──────── RECORD EXCERPTS ────────

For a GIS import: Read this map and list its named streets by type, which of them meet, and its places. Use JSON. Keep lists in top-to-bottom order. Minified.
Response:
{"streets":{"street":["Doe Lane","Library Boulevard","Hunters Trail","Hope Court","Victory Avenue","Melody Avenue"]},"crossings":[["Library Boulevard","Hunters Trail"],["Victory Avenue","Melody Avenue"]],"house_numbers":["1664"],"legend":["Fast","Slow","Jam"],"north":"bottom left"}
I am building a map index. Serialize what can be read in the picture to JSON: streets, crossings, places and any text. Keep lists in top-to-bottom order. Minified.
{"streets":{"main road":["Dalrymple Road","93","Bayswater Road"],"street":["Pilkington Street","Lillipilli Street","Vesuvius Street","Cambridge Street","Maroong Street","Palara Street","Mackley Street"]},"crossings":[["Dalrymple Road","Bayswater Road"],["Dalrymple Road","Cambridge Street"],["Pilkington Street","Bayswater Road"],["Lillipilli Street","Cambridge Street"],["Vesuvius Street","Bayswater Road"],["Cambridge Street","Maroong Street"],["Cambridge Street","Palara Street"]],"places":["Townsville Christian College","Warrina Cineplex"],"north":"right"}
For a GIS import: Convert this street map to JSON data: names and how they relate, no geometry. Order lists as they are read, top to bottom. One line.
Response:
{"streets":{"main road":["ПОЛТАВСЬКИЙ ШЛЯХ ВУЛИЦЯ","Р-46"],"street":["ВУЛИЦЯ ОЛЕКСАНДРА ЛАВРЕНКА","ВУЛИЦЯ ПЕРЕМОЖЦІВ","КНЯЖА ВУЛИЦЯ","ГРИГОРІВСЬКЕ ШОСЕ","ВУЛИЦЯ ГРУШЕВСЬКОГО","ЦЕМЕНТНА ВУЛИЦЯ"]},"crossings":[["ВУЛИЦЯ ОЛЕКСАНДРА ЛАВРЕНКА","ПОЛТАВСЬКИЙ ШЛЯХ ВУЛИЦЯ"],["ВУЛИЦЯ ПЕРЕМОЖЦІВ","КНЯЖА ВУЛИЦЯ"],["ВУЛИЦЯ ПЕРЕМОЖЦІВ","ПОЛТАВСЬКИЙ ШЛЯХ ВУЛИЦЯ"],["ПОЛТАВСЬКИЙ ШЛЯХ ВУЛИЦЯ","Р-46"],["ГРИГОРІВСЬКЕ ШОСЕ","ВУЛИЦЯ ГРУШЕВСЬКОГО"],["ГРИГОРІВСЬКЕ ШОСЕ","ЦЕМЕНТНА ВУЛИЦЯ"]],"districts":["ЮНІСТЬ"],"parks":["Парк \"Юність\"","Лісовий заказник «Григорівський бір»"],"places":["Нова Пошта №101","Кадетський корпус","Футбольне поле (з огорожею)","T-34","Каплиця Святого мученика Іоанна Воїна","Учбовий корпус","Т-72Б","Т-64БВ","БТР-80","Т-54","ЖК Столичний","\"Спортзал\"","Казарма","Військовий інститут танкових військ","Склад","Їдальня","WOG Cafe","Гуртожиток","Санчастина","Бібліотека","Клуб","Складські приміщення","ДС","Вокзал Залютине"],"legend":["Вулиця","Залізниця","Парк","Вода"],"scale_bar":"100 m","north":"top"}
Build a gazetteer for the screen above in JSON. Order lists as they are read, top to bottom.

────────

# [TASK OBJECTIVE]
An exact copy of all the records is the only acceptable answer.

# [TASK SOLUTION]
For a GIS import: Read this map and list its named streets by type, which of them meet, and its places. Use JSON. Keep lists in top-to-bottom order. Minified.
Response:
{"streets":{"street":["Doe Lane","Library Boulevard","Hunters Trail","Hope Court","Victory Avenue","Melody Avenue"]},"crossings":[["Library Boulevard","Hunters Trail"],["Victory Avenue","Melody Avenue"]],"house_numbers":["1664"],"legend":["Fast","Slow","Jam"],"north":"bottom left"}
I am building a map index. Serialize what can be read in the picture to JSON: streets, crossings, places and any text. Keep lists in top-to-bottom order. Minified.
{"streets":{"main road":["Dalrymple Road","93","Bayswater Road"],"street":["Pilkington Street","Lillipilli Street","Vesuvius Street","Cambridge Street","Maroong Street","Palara Street","Mackley Street"]},"crossings":[["Dalrymple Road","Bayswater Road"],["Dalrymple Road","Cambridge Street"],["Pilkington Street","Bayswater Road"],["Lillipilli Street","Cambridge Street"],["Vesuvius Street","Bayswater Road"],["Cambridge Street","Maroong Street"],["Cambridge Street","Palara Street"]],"places":["Townsville Christian College","Warrina Cineplex"],"north":"right"}
For a GIS import: Convert this street map to JSON data: names and how they relate, no geometry. Order lists as they are read, top to bottom. One line.
Response:
{"streets":{"main road":["ПОЛТАВСЬКИЙ ШЛЯХ ВУЛИЦЯ","Р-46"],"street":["ВУЛИЦЯ ОЛЕКСАНДРА ЛАВРЕНКА","ВУЛИЦЯ ПЕРЕМОЖЦІВ","КНЯЖА ВУЛИЦЯ","ГРИГОРІВСЬКЕ ШОСЕ","ВУЛИЦЯ ГРУШЕВСЬКОГО","ЦЕМЕНТНА ВУЛИЦЯ"]},"crossings":[["ВУЛИЦЯ ОЛЕКСАНДРА ЛАВРЕНКА","ПОЛТАВСЬКИЙ ШЛЯХ ВУЛИЦЯ"],["ВУЛИЦЯ ПЕРЕМОЖЦІВ","КНЯЖА ВУЛИЦЯ"],["ВУЛИЦЯ ПЕРЕМОЖЦІВ","ПОЛТАВСЬКИЙ ШЛЯХ ВУЛИЦЯ"],["ПОЛТАВСЬКИЙ ШЛЯХ ВУЛИЦЯ","Р-46"],["ГРИГОРІВСЬКЕ ШОСЕ","ВУЛИЦЯ ГРУШЕВСЬКОГО"],["ГРИГОРІВСЬКЕ ШОСЕ","ЦЕМЕНТНА ВУЛИЦЯ"]],"districts":["ЮНІСТЬ"],"parks":["Парк \"Юність\"","Лісовий заказник «Григорівський бір»"],"places":["Нова Пошта №101","Кадетський корпус","Футбольне поле (з огорожею)","T-34","Каплиця Святого мученика Іоанна Воїна","Учбовий корпус","Т-72Б","Т-64БВ","БТР-80","Т-54","ЖК Столичний","\"Спортзал\"","Казарма","Військовий інститут танкових військ","Склад","Їдальня","WOG Cafe","Гуртожиток","Санчастина","Бібліотека","Клуб","Складські приміщення","ДС","Вокзал Залютине"],"legend":["Вулиця","Залізниця","Парк","Вода"],"scale_bar":"100 m","north":"top"}
Build a gazetteer for the screen above in JSON. Order lists as they are read, top to bottom.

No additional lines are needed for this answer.